Только тут я заметил над воротами дружелюбную дворнягу с застенчивой улыбкой. Присобаченные известкой крылья указывали на геральдическое происхождение зверя, мирно воплощавшего мечту просветителей.
– Чтобы смирить природу, – сказал гид, – надо научить ее читать.
– И голосовать.
– Именно. Венецианская республика прожила тысячу лет, чего уже не скажешь ни об Афинах, ни об Америке. А все потому, что лев с книгой – это и есть цивилизация.
– Тогда лев в очках – культура.
– Это когда ничего другого не осталось.
– Чтобы быть счастливым, – писал состарившийся Казанова, – довольно хорошей библиотеки.
Кроме мемуаров, он оставил нам энциклопедию сыров и труд об удвоении куба. Однако его превзошел соотечественник, опубликовавший в Венеции бестселлер “Учение Ньютона для женщин”.
– Надо быть кретином, – заметил Умберто Эко, – чтобы провести в Венеции больше двух дней. Там же нет ни одного дерева.
Спорить со знаменитостью у меня не хватило наглости еще и потому, что я испортил ему настроение, угостив щами. Откуда мне было знать, что, женившись на немке, писатель невзлюбил квашеную капусту.
Стоит однако признать, что мне уже приходилось сталкиваться с латинским темпераментом, сидя за столом, когда мы жили в Риме и собирались в Америку. Подружившись с соседом, я позвал его на гречневую кашу, контрабандой вывезенную с родины. Впервые попробовав это блюдо, итальянец схватил кастрюлю и опорожнил ее в унитаз.
– Ни одно разумное существо, – придя в себя, объяснил он, – не должно есть такую гадость.
– И он бесспорно прав, – выслушав меня, сказала венецианская славистка, преподававшая здешним студентам “Ночной дозор” и прочую классику. – Что касается Умберто Эко, то у нас принято бранить Венецию, как у вас – Диснейленд.
– Не вижу сходства.
– Китч вроде венецианской люстры.
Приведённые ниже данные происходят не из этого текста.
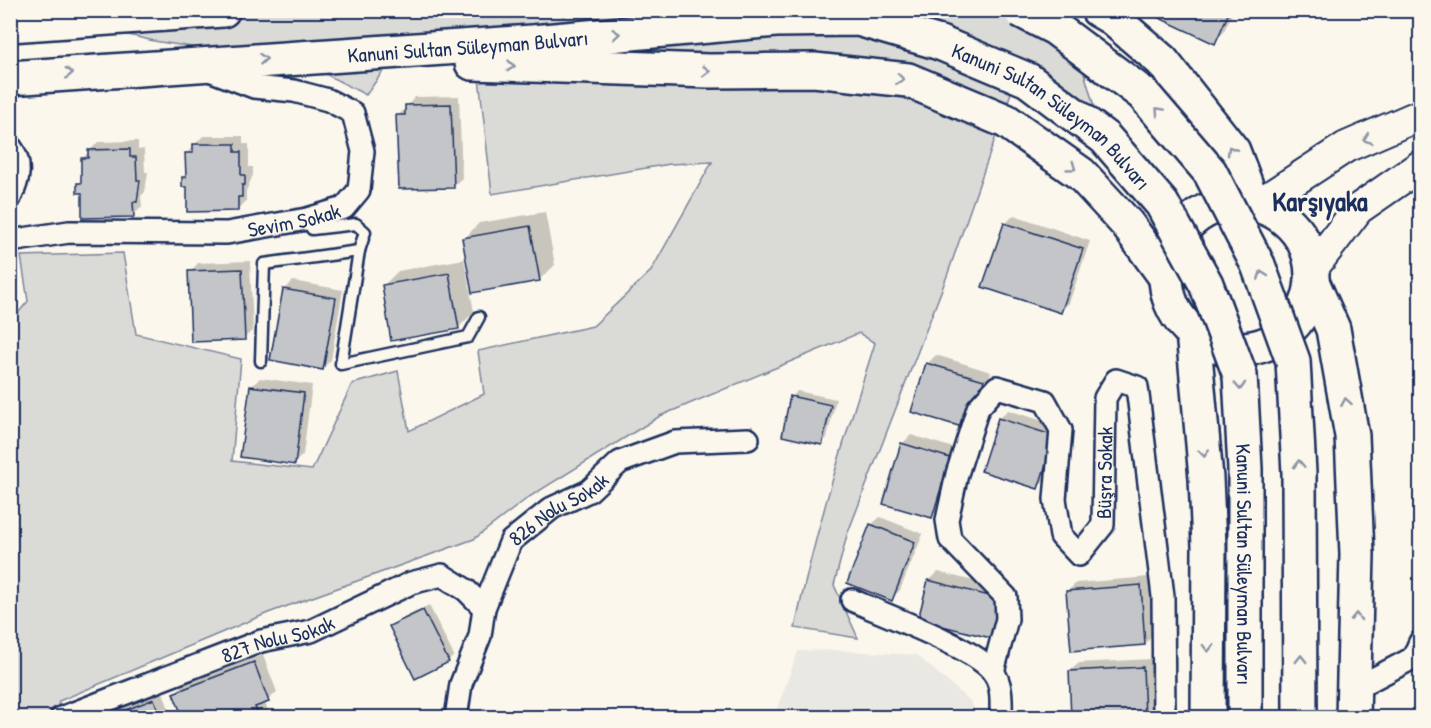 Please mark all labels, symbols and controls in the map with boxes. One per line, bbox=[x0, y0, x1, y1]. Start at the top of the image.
street label: Kanuni Sultan Süleyman Bulvarı bbox=[346, 22, 590, 69]
one-way arrow bbox=[611, 28, 620, 41]
street label: Kanuni Sultan Süleyman Bulvarı bbox=[948, 35, 1158, 196]
one-way arrow bbox=[259, 53, 268, 66]
one-way arrow bbox=[506, 59, 515, 72]
one-way arrow bbox=[701, 65, 710, 77]
one-way arrow bbox=[64, 66, 73, 79]
one-way arrow bbox=[895, 73, 905, 85]
one-way arrow bbox=[1155, 107, 1166, 118]
one-way arrow bbox=[1362, 132, 1373, 144]
one-way arrow bbox=[1227, 146, 1238, 156]
one-way arrow bbox=[1065, 160, 1076, 171]
district label: Karşıyaka bbox=[1272, 183, 1368, 221]
street label: Sevim Sokak bbox=[245, 195, 344, 244]
one-way arrow bbox=[1256, 270, 1269, 280]
one-way arrow bbox=[1234, 381, 1247, 390]
one-way arrow bbox=[1340, 397, 1353, 407]
street label: Büşra Sokak bbox=[1089, 426, 1119, 519]
street label: Kanuni Sultan Süleyman Bulvarı bbox=[1229, 443, 1260, 685]
one-way arrow bbox=[1197, 449, 1210, 458]
one-way arrow bbox=[1292, 460, 1305, 469]
street label: 826 Nolu Sokak bbox=[502, 466, 615, 552]
street label: 827 Nolu Sokak bbox=[217, 607, 339, 669]
one-way arrow bbox=[1349, 613, 1362, 622]
one-way arrow bbox=[1202, 644, 1214, 653]
one-way arrow bbox=[1295, 655, 1307, 664] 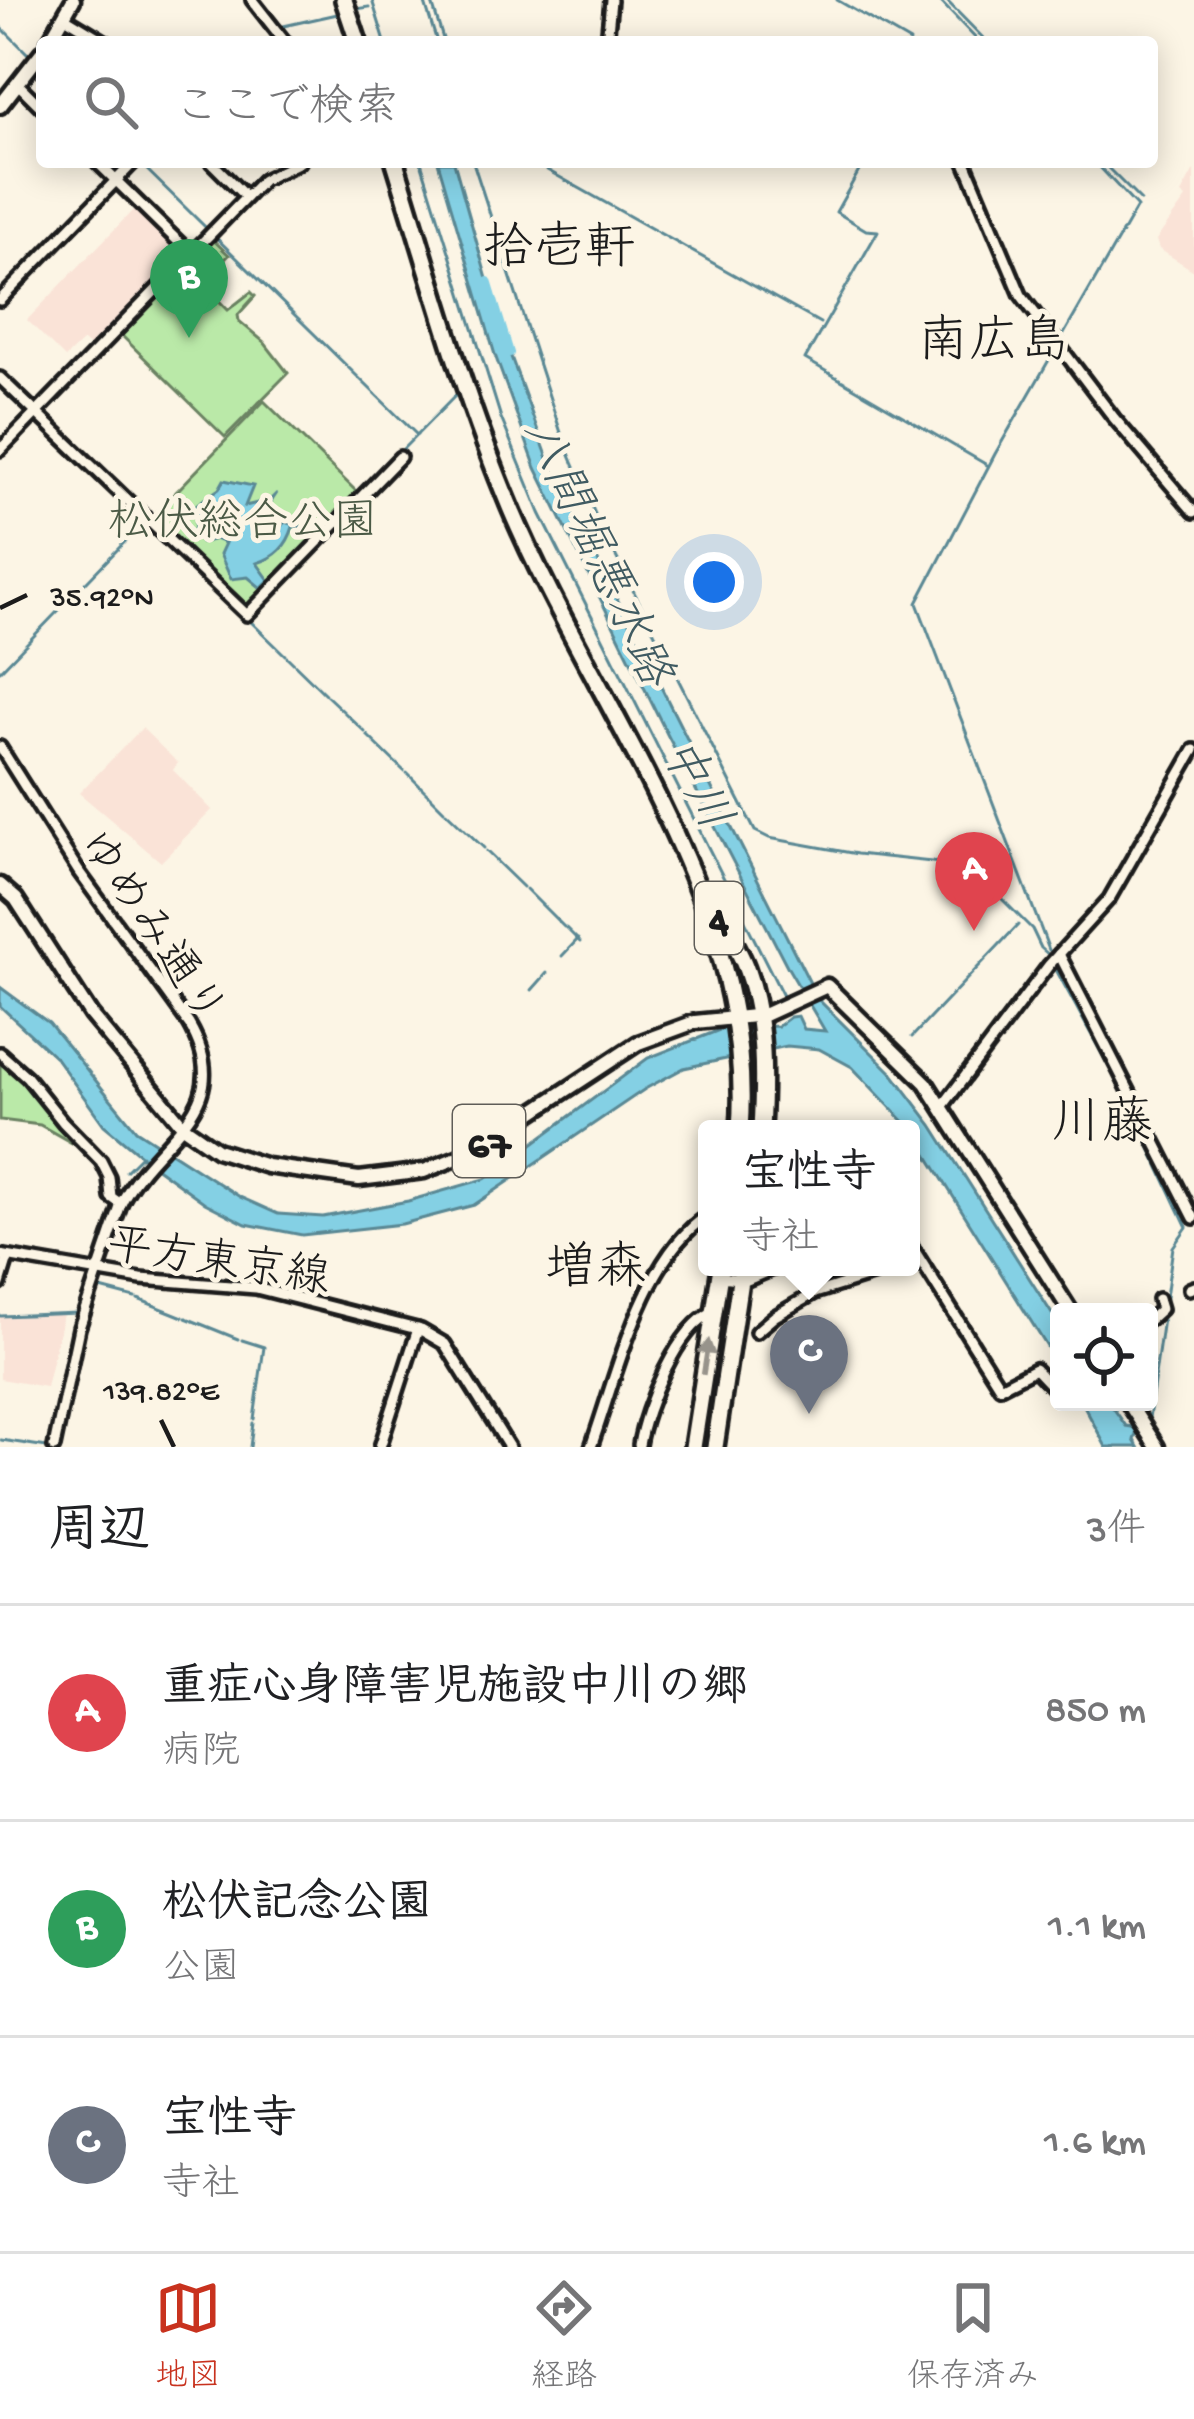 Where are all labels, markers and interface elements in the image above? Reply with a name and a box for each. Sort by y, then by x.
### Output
search box [36,36,1158,168]
icon: search [78,69,144,135]
text: ここで検索 [174,84,399,137]
district label: 拾壱軒 [482,220,636,283]
pin: B [150,239,228,338]
district label: 南広島 [917,313,1071,376]
water label: 八間堀悪水路 [507,411,683,700]
park label: 松伏総合公園 [108,497,378,552]
your location [684,552,744,612]
text: 35.92°N [49,583,154,618]
water label: 中川 [644,729,742,842]
street label: ゆめみ通り [64,821,234,1037]
pin: A [935,832,1013,931]
road number: 4 [695,882,743,954]
district label: 川藤 [1051,1095,1153,1158]
road number: 67 [453,1105,525,1177]
popup [698,1120,920,1276]
text: 宝性寺 [741,1150,877,1203]
text: 寺社 [741,1218,820,1264]
street label: 平方東京線 [103,1220,333,1309]
district label: 増森 [545,1240,647,1303]
map controls [1050,1303,1158,1411]
button: locate [1050,1303,1158,1411]
pin: C [770,1315,848,1414]
one-way arrow [697,1338,716,1375]
text: 139.82°E [102,1377,220,1412]
text: 周辺 [48,1505,150,1565]
text: 3件 [1087,1510,1146,1556]
text: 重症心身障害児施設中川の郷 [162,1664,747,1717]
text: A [75,1690,99,1736]
text: 850 m [1045,1690,1146,1736]
text: 病院 [162,1732,240,1778]
text: 松伏記念公園 [162,1880,432,1933]
text: B [77,1906,97,1952]
text: 1.1 km [1048,1906,1146,1952]
text: 公園 [162,1948,240,1994]
text: 宝性寺 [162,2096,297,2149]
text: C [76,2122,98,2168]
text: 1.6 km [1044,2122,1146,2168]
text: 寺社 [162,2164,240,2210]
tab: 地図 [155,2275,221,2398]
tab: 経路 [531,2275,597,2398]
tab: 保存済み [907,2275,1039,2398]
Безнаказанно ее можно повесить только в Венеции.
– Ну да. В ковбойских сапогах можно ходить только в Техасе.
– И только Бушу.
– Но вы же тут живете?
– Зимой. Это же не настоящий город. По вечерам горит одно окно на сто. Дворцы сдуру раскупили американцы и держат пустыми. Тут и школ почти не осталось, даже кинотеатра нет. У нас ничего не строили с XVIII века. Венеция – аппендикс истории. Как говорил Паунд – шелковые лохмотья.
– За это мы ее и любим.
– Еще бы не любить, – неожиданно быстро согласилась собеседница и указала на лавку гондольеров.
На витрине лежало все необходимое: золотые флажки со львом, канотье, тельняшки, презервативы.
– Вы же знаете, каждый гондольер – поэт, певец и сводник.
Я не знал, но голос понизил: вокруг говорили по-русски.
Присматриваясь к приезжим, я сунулся за дамой в магазин. Продавщица участливо, как в разговорнике, обратилась к вошедшей:
– Вы говорите по-немецки? Французски? Английски?
– Нет, – взвесив, ответила женщина по-русски.
– Вот и хорошо, я сама из Молдовы.
– Даки, – с умилением вспомнил я любимую книгу школьных лет “История СССР с глубокой древности”, – не зря у них гостил Овидий.
Ночью выпал туман и в лагуне отменили навигацию. До вокзала добрались на водном такси. С катера даже в самых узких каналах не видно было домов. Венеция исчезла, как женщина под одеялом. Но я знал, что она там есть, и жадно смотрел в мокрую тьму, не желая расставаться с южным краем нашей цивилизации.
Север
Грааль
Всем временам года я предпочитаю холодное, всякому направлению – северное, любым осадкам – снег, ибо он проявляет жизнь, обнаруживая ее следы.
Однажды я увязался в горы вместе с профессиональным следопытом. За деньги он работал в ФБР – искал сбежавших преступников, для души – ходил за зверьми. Пока мы карабкались на снегоступах к вершине, он лаконично исправлял мои ошибки.
– Кот?
– Енот.
– Лошадь?
– Олень.
– Собака?
– Койот. Ну как ты не видишь?! Дикий зверь идет целеустремленно, не разбрасываясь. И прыгает, как балерина, точно зная, куда приземлится.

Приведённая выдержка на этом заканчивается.